= Dominique Schreurs =

Belgian microwave engineer

Dominique M. M.-P. Schreurs is a Belgian microwave engineer whose research interests range from the accurate computer simulation of microwave components to the applications of microwaves in wearable health monitoring devices. She is a professor in the Faculty of Engineering Science at KU Leuven, the former editor-in-chief of IEEE Transactions on Microwave Theory and Techniques, and the former president of the IEEE Microwave Theory and Techniques Society.

==Education and career==
Schreurs is the daughter of two teachers. As was typical at the time in Belgium, Schreurs attended a gender-segregated school, which did not provide the mathematics enrichment that was available at the boys' schools. Nevertheless, she studied both mathematics and Latin in her high school, the only student to do so, and passed the university entrance exam for engineering. With the encouragement of her parents, she studied electronic engineering at KU Leuven, earning a master's degree there in 1992 and completing her Ph.D. in 1997.

She was a postdoctoral researcher with Agilent Technologies, ETH Zurich, and the National Institute of Standards and Technology. She has been on the faculty at KU Leuven since 1997, and is a full professor there. She chairs the Leuven Centre on Information and Communication Technology.

She was editor-in-chief of IEEE Transactions on Microwave Theory and Techniques from 2014 to 2016, and was president of the IEEE Microwave Theory and Techniques Society beginning in 2018, serving as its first female president.
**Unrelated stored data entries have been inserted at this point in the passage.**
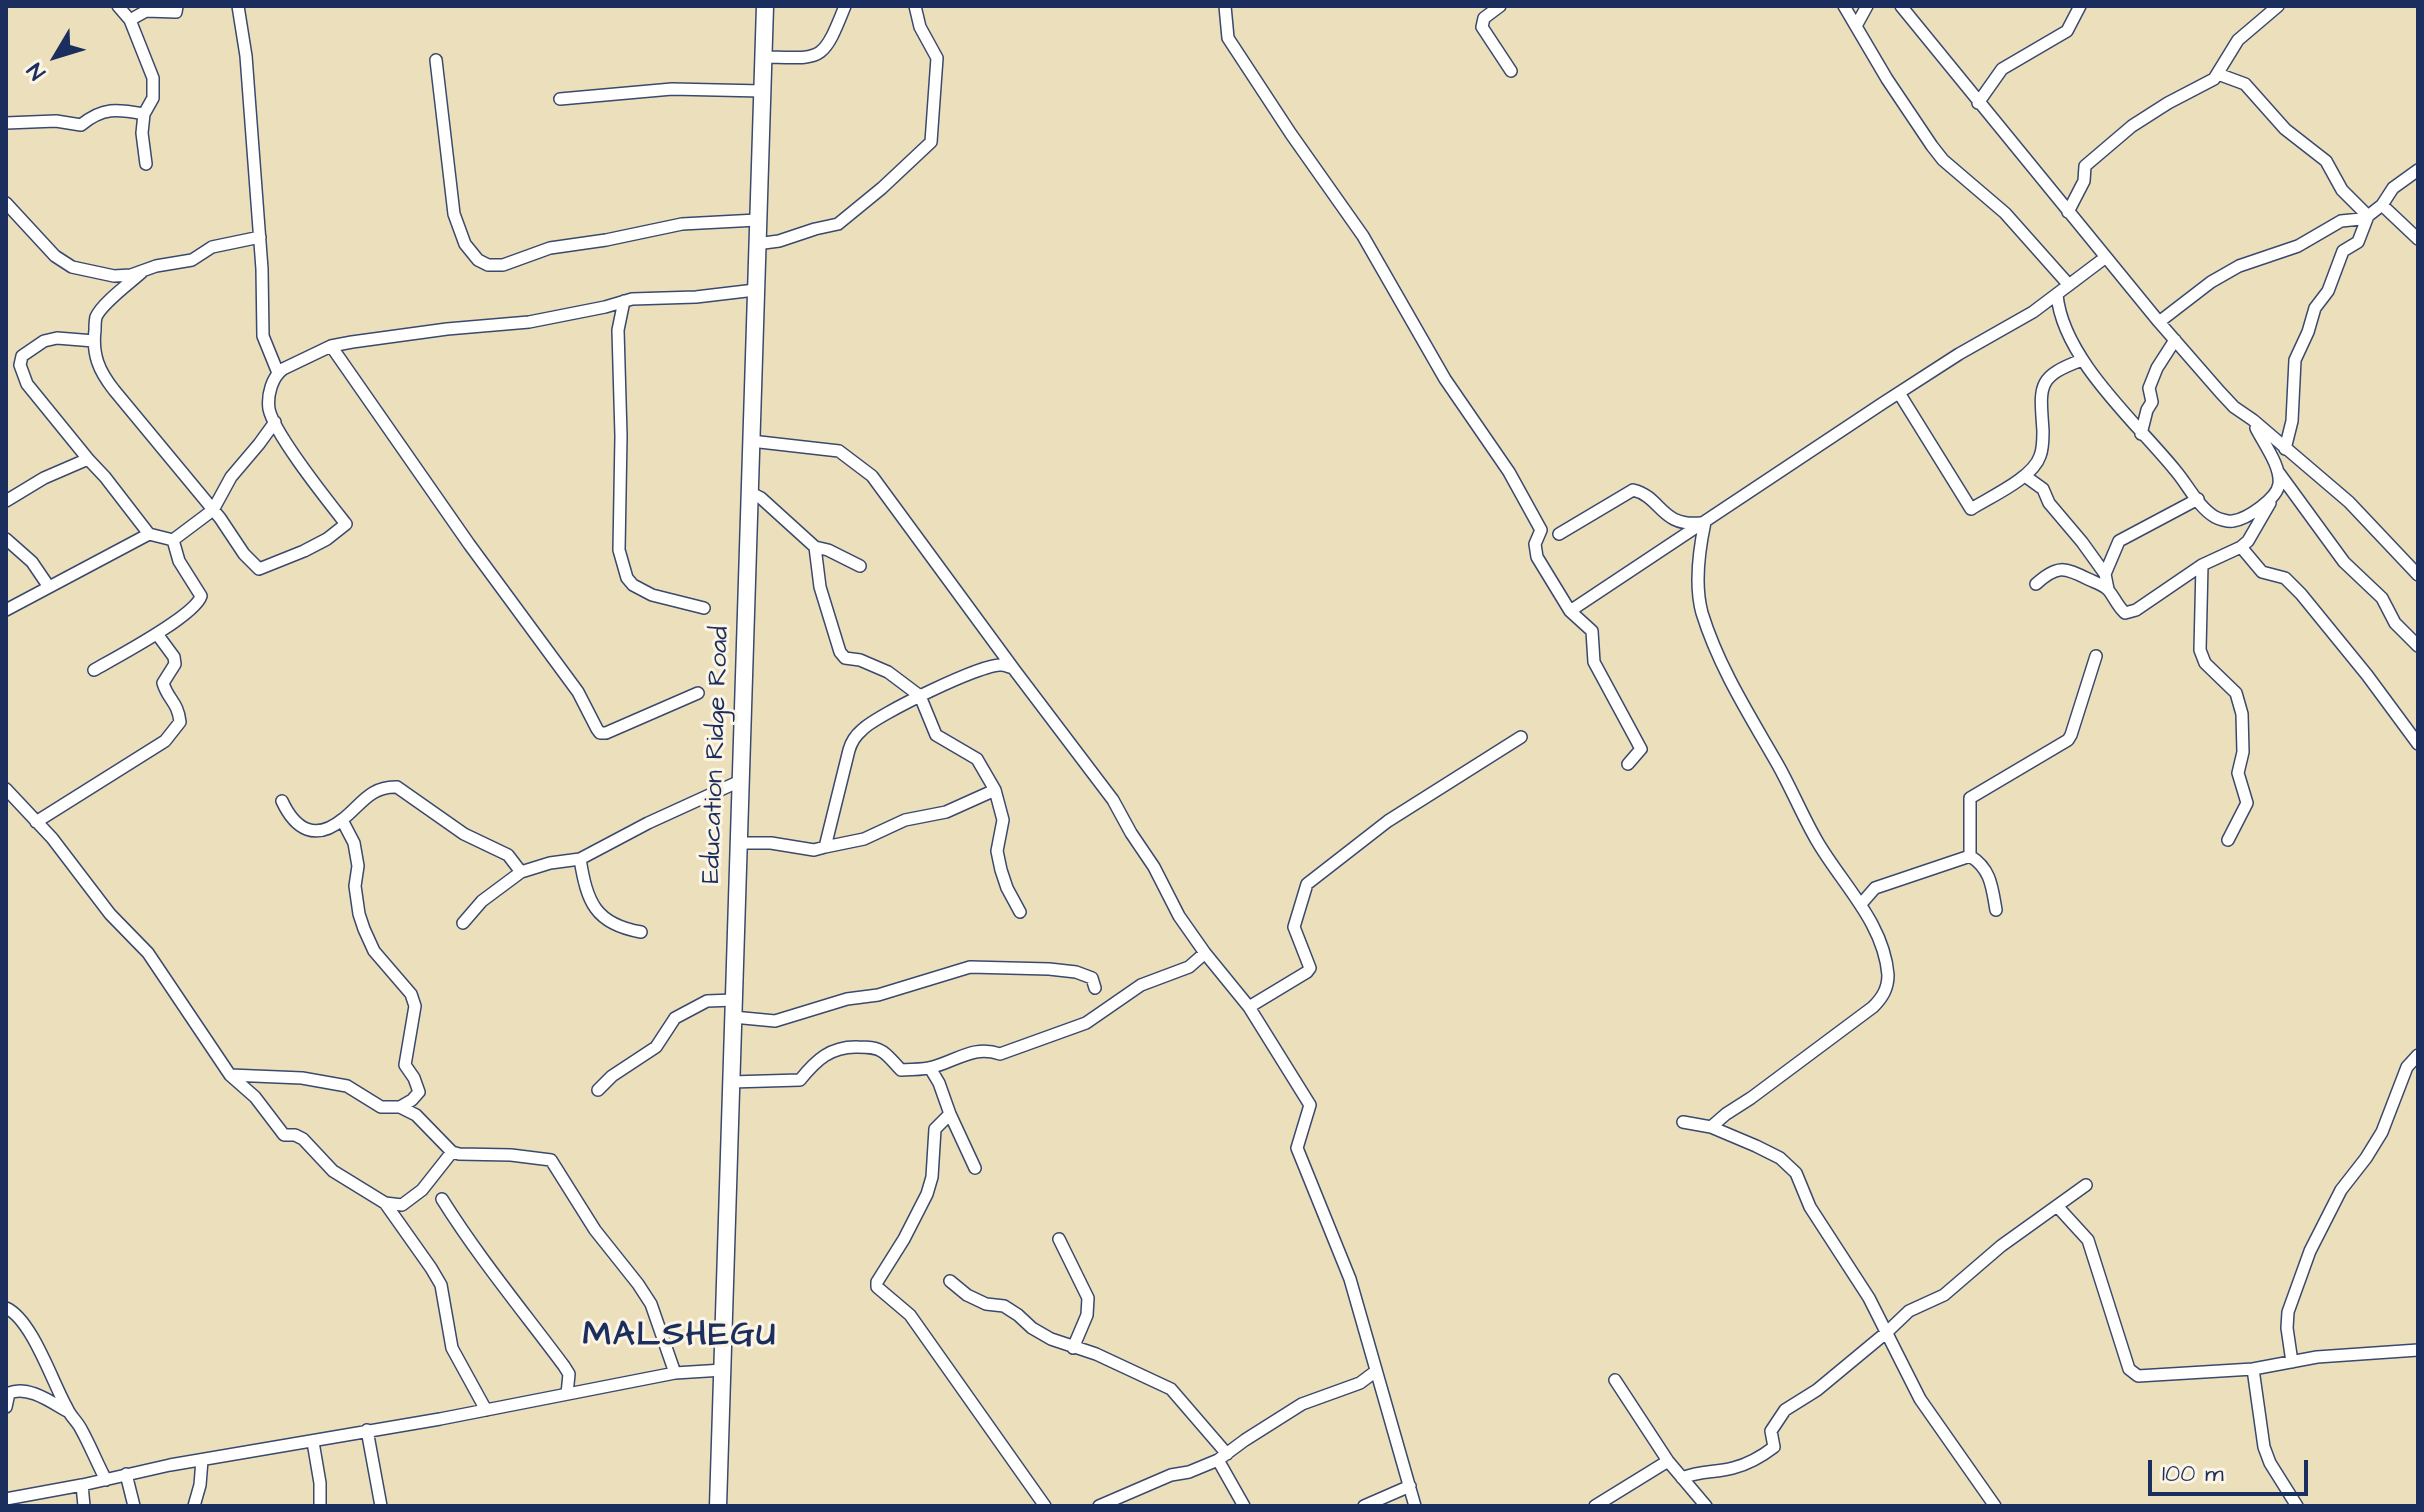 <!DOCTYPE html>
<style>
body{margin:0}
#map{position:relative;width:2424px;height:1512px;overflow:hidden;background:#ebdfbc;font-family:"Architects Daughter",sans-serif}
canvas{display:block}
.frame{position:absolute;inset:0;border:8px solid #1b2f5e;pointer-events:none}
.north{position:absolute;left:16px;top:16px;width:80px;height:80px;-webkit-text-stroke:6px #fcf5e5;paint-order:stroke;rotate:232deg;font-size:22px;font-weight:700;line-height:32px;text-align:center;color:#1b2f5e}
.north::after{content:'';display:block;margin:auto;width:28px;height:36px;background:#1b2f5e;clip-path:polygon(50% 0,100% 100%,50% 72%,0 100%)}
.scale{position:absolute;left:2148px;top:1460px;width:160px;height:36px;box-sizing:border-box;border:4px solid #1b2f5e;border-top:0;padding-left:10px;font-size:24px;line-height:28px;white-space:nowrap;color:#1b2f5e;-webkit-text-stroke:6px #fcf5e5;paint-order:stroke}
</style>
<div id="map">
<canvas width="2424" height="1512"></canvas>
<div class="frame"></div>
<div class="north">N</div>
<div class="scale">100 m</div>
</div>
<script>
const ctx = document.querySelector('canvas').getContext('2d');
ctx.lineJoin = 'round';
function trace(path, color, width, dash) { ctx.strokeStyle = color; ctx.lineWidth = width; ctx.lineCap = dash ? 'butt' : 'round'; ctx.setLineDash(dash || []); ctx.stroke(path); }
function write(font, color, halo, rows, align = 'center') {
  ctx.font = font + ' "Architects Daughter",sans-serif'; ctx.lineWidth = 6; ctx.setLineDash([]); ctx.textBaseline = 'middle'; ctx.strokeStyle = halo; ctx.fillStyle = color; for (const [text, x, y, turn = 0] of rows) {
    ctx.save(); ctx.translate(x, y); ctx.rotate((+turn || 0) * Math.PI / 180); ctx.textAlign = isNaN(turn) ? turn : align; if (halo) ctx.strokeText(text, 0, 0); ctx.fillText(text, 0, 0); ctx.restore();
  }
}
const minor = new Path2D(`
 M118 6 130 20 153 78V98L144 114 142 133 146 164
 M238 6 246 56 262 269 263 336 278 373
 M1225 6 1228 38 1291 134 1363 236 1445 379 1509 472 1541 530 1535 544 1537 557 1570 611 1592 631 1594 662 1641 749 1628 764
 M1500 6 1484 18 1482 27 1511 71
 M1844 6 1887 79 1932 146 1943 160 2005 213 2069 285
 M1901 6 2159 322 2220 392 2234 407 2253 420 2349 502 2418 575
 M130 20 146 11 176 12 177 6
 M1856 26 1867 6
 M763 57C822 58 822 64 845 6
 M436 60 454 214 465 244 478 260 488 265H503L550 248 606 240 682 224 757 220
 M2218 74 2245 84 2285 129 2326 161 2342 190 2368 216 2358 242 2343 251 2328 291 2315 308 2308 332 2295 360 2292 421 2285 449
 M560 99 672 89 762 91
 M1978 103 2002 69 2067 31 2080 6
 M6 123 56 121 81 125C103 107 117 109 144 114
 M6 203 55 256 72 267 114 276 131 275 156 266 192 260 212 247 260 237
 M2382 205 2418 239
 M2068 212 2084 181 2085 166 2132 126 2168 103 2214 79 2238 40 2278 6
 M756 244 779 241 815 229 838 224 882 188 931 142 937 58 920 27 915 6
 M142 272C130 283 102 303 96 317 95 321 95 326 95 330 92 355 99 371 114 390L220 518 244 554 259 569 304 551 327 539 346 524C328 501 274 434 269 409 267 395 272 377 283 369L331 346 352 342 447 329 529 322 605 307 632 299 696 297 755 290
 M2057 295C2063 359 2136 422 2175 470 2188 485 2198 507 2215 517 2219 519 2228 522 2233 521 2247 519 2277 499 2279 484 2281 466 2264 444 2256 428
 M624 301 618 330 621 436 619 550 627 578 633 585 652 595 704 608
 M2159 322 2211 282 2239 266 2298 246 2341 221 2361 219 2368 216 2382 205 2393 188 2418 170
 M331 346 469 544 578 692 597 729 600 733H606L698 693
 M1899 393 1971 509C1990 497 2033 478 2040 456 2043 449 2043 439 2043 431 2040 386 2036 377 2082 360
 M2141 434 2147 410 2152 402 2149 388 2157 368 2175 340
 M751 441 839 451 872 476 1013 668
 M88 459 27 384 20 365 22 356 44 341 57 338 94 341
 M2279 473 2344 562 2382 598 2395 623 2418 646
 M2025 476 2043 489 2049 503 2082 542 2105 574 2108 589
 M749 492 761 498 815 547 820 587 840 652 845 658 860 660 888 672 920 696 936 735 977 759 995 790 1003 820 997 851 1001 870 1007 888 1020 912
 M6 501 44 478 88 459 105 477 149 534
 M1705 522C1699 550 1694 584 1702 613 1719 668 1750 716 1778 765 1792 790 1803 817 1817 841 1842 884 1884 923 1888 975 1888 989 1882 998 1873 1007L1751 1098 1726 1114 1711 1127
 M1559 534 1633 490C1662 497 1660 527 1701 523
 M6 539 32 562 49 587
 M815 547 828 550 860 566
 M2241 547 2262 572 2285 578 2301 594 2367 675 2418 744
 M2202 565 2200 650 2205 663 2236 693 2242 714 2243 752 2238 773 2247 803 2228 840
 M2105 574 2119 541 2198 499
 M2036 584C2057 565 2064 567 2088 579 2094 582 2101 584 2106 588 2112 592 2116 605 2125 613L2136 610 2202 565 2241 547 2248 541 2270 503
 M6 610 149 534 173 540 213 510 231 477 259 444 275 422
 M1570 611 1883 403 1959 354 2033 312 2106 257
 M94 670C115 658 195 616 201 596L179 561 173 540
 M6 789 52 838 110 914 148 953 230 1075 255 1097 284 1135H295L303 1139 333 1171 385 1203 431 1268 441 1285 452 1348 486 1410
 M282 801C295 829 315 842 343 819 361 805 370 786 397 787L464 834 508 855 521 872
 M342 820 354 843 358 866 355 886 359 914 364 929 374 951 411 994 415 1006 405 1065 414 1078 419 1092 412 1100 400 1107
 M36 822 165 741 180 722C178 702 168 700 163 683L175 664 174 657 157 634
 M738 843H771L814 850 825 847 849 750C851 743 856 735 862 730 876 715 983 663 1001 665 1005 665 1009 667 1013 668L1113 800 1131 833 1154 867 1179 916 1205 953 1249 1007 1310 1105 1297 1148 1350 1279 1415 1506
 M825 847 864 839 905 820 946 812 995 790
 M1970 856C1991 869 1992 887 1996 910
 M580 859C587 902 595 924 641 932
 M1861 904 1875 888 1970 856V798L2068 740 2071 735 2096 656
 M463 923 482 901 521 872 550 863 580 859 648 823 740 781
 M1249 1007 1307 972 1310 968 1294 927 1307 884 1388 821 1521 737
 M733 1017 775 1021 847 999 878 995 970 967 1049 969 1076 972 1092 978 1095 988
 M930 1068 939 1083 950 1114 935 1129 932 1177 927 1194 904 1239 877 1282V1287L910 1315 1045 1506
 M230 1075 302 1078 347 1086 381 1107H400L416 1115 452 1152 459 1154 511 1155 551 1160 595 1230 638 1284 651 1304 675 1373
 M731 1082 800 1080C816 1060 831 1046 858 1047 867 1047 876 1047 883 1052 890 1057 895 1064 901 1070 912 1069 923 1070 933 1067 958 1060 974 1045 1000 1054L1086 1023 1141 985 1189 967 1205 953
 M598 1090 612 1076 656 1047 675 1018 707 1001 734 1000
 M950 1114 975 1168
 M1683 1122 1711 1127 1756 1146 1780 1158 1796 1173 1810 1207 1869 1298 1920 1399 1995 1506
 M442 1199C479 1258 523 1311 564 1366L569 1374 567 1394
 M385 1203 402 1205 422 1190 452 1152
 M2057 1206 2088 1240 2129 1369 2138 1376 2253 1369 2317 1357 2418 1350
 M1059 1239 1088 1298 1087 1315 1073 1348
 M950 1281 967 1295 986 1304 1004 1306 1018 1315 1032 1328 1051 1339 1096 1354 1171 1389 1227 1454
 M6 1308C32 1319 53 1384 67 1408 70 1416 77 1421 81 1429 90 1445 97 1463 106 1480
 M2292 1362 2287 1328 2288 1312 2310 1251 2341 1190 2366 1158 2382 1132 2407 1067 2418 1055
 M2253 1369 2264 1447 2270 1463 2297 1506
 M1615 1380 1668 1461 1706 1506
 M6 1407 9 1393C28 1385 51 1402 67 1411
 M367 1430 381 1506
 M313 1442 320 1483V1506
 M1218 1460 1244 1506
 M126 1474 134 1506
 M1682 1478C1701 1470 1715 1473 1733 1468 1749 1464 1761 1457 1774 1447L1771 1431 1785 1410 1817 1390 1887 1332 1909 1311 1944 1295 2001 1246 2086 1185
 M82 1485 84 1506
 M6 1499 82 1485 170 1465 440 1419 675 1373 723 1370
 M194 1506 200 1485 202 1460
 M1099 1506 1171 1475 1189 1472 1218 1460 1245 1440 1302 1404 1360 1383 1376 1371
 M1364 1506 1410 1486
 M1595 1506 1668 1461`);
const secondary = new Path2D(`
 M718 1506 765 6`);
const streetNames = [
 ["Education Ridge Road",717,755,-88]
];
const districtNames = [
 ["MALSHEGU",680,1337]
];
trace(minor, '#3a496c', 14);
trace(secondary, '#3a496c', 19);
trace(minor, '#fff', 11);
trace(secondary, '#fff', 16);
write('26px', '#1b2f5e', '#fcf5e5', streetNames);
ctx.letterSpacing = '2px';
write('bold 34px', '#1b2f5e', '#fcf5e5', districtNames);
ctx.letterSpacing = '0px';
</script>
Already elected as president for the 2019 term, she took office early after the unexpected death of the previous president, Thomas J. Brazil.

==Books==
Schreurs is the author or coauthor of:
- RF Power Amplifier Behavioral Modeling (Cambridge University Press, 2008)
- Microwave and Wireless Measurement Techniques (with Nuno Borges Carvalho, Cambridge University Press, 2013)

Her edited volumes include:
- Transistor Level Modeling for Analog/RF IC Design (with W. Grabinski and B. Nauwelaers, Springer, 2006)
- Microwave De-embedding: From Theory to Applications (with Giovanni Crupi, Academic Press, 2014)
- Principles and Applications of RF/Microwave in Healthcare and Biosensing (with Changzhi Li, Mohammad-Reza Tofighi, and Tzyy-Sheng Jason Horng, Academic Press, 2017)

==Recognition==
Schreurs was elected as an IEEE Fellow in 2012, "for contributions to nonlinear vectorial measurement-based experimental design and modeling".